The AES study, The Effects of MP3 Compression on Perceived Emotional Characteristics in Musical Instruments, analyzed compressed and uncompressed music samples at several bit rates over 10 emotional categories.
The study found MP3 compression strengthened emotional characteristics like mysterious, shy, scary, and sad, but weakened positive ones like happy, heroic, romantic, comic, and calm. So, playing Pharrell’s ever-ubiquitous “Happy” won’t have quite the same uplifting effect at a lower bit rate.
Interestingly, the emotional characteristic of anger was relatively unaffected by MP3 compression. The Audio Engineering Society put this down to the background artifacts in such a low-quality compression which could sound like a growl (so take note, death metal fans).

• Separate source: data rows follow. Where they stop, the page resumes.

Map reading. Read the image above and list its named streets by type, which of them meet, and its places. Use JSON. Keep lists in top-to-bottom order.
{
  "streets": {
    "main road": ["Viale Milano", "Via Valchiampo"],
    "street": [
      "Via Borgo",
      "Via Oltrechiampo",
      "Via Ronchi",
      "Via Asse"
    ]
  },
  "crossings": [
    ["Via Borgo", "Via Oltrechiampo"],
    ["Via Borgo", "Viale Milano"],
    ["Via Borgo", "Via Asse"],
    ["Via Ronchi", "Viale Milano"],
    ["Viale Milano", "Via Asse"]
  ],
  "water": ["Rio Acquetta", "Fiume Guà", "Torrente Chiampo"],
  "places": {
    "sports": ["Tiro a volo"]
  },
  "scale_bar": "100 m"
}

The trumpet was the instrument most affected by the level of compression, the study said, while the horn was the least affected. As the authors note in the study’s conclusion, “The current study also helps provide the basis for content-based refinements of audio codecs in the future. As an example, if we know that the trumpet is particularly changed in emotional characteristics by compression at 32 Kbps, if we have a piece by Miles Davis with a prominent trumpet throughout, we may decide to use a higher bit rate to encode it. Or, future research may indicate how the trumpet could be compressed at 32 Kbps without substantially changing its emotional characteristics.”
The HRAC takeway: Looks like we need more hi-res Miles music in our future to keep ourselves smiling and satiated. Rebirth of the hi-res cool…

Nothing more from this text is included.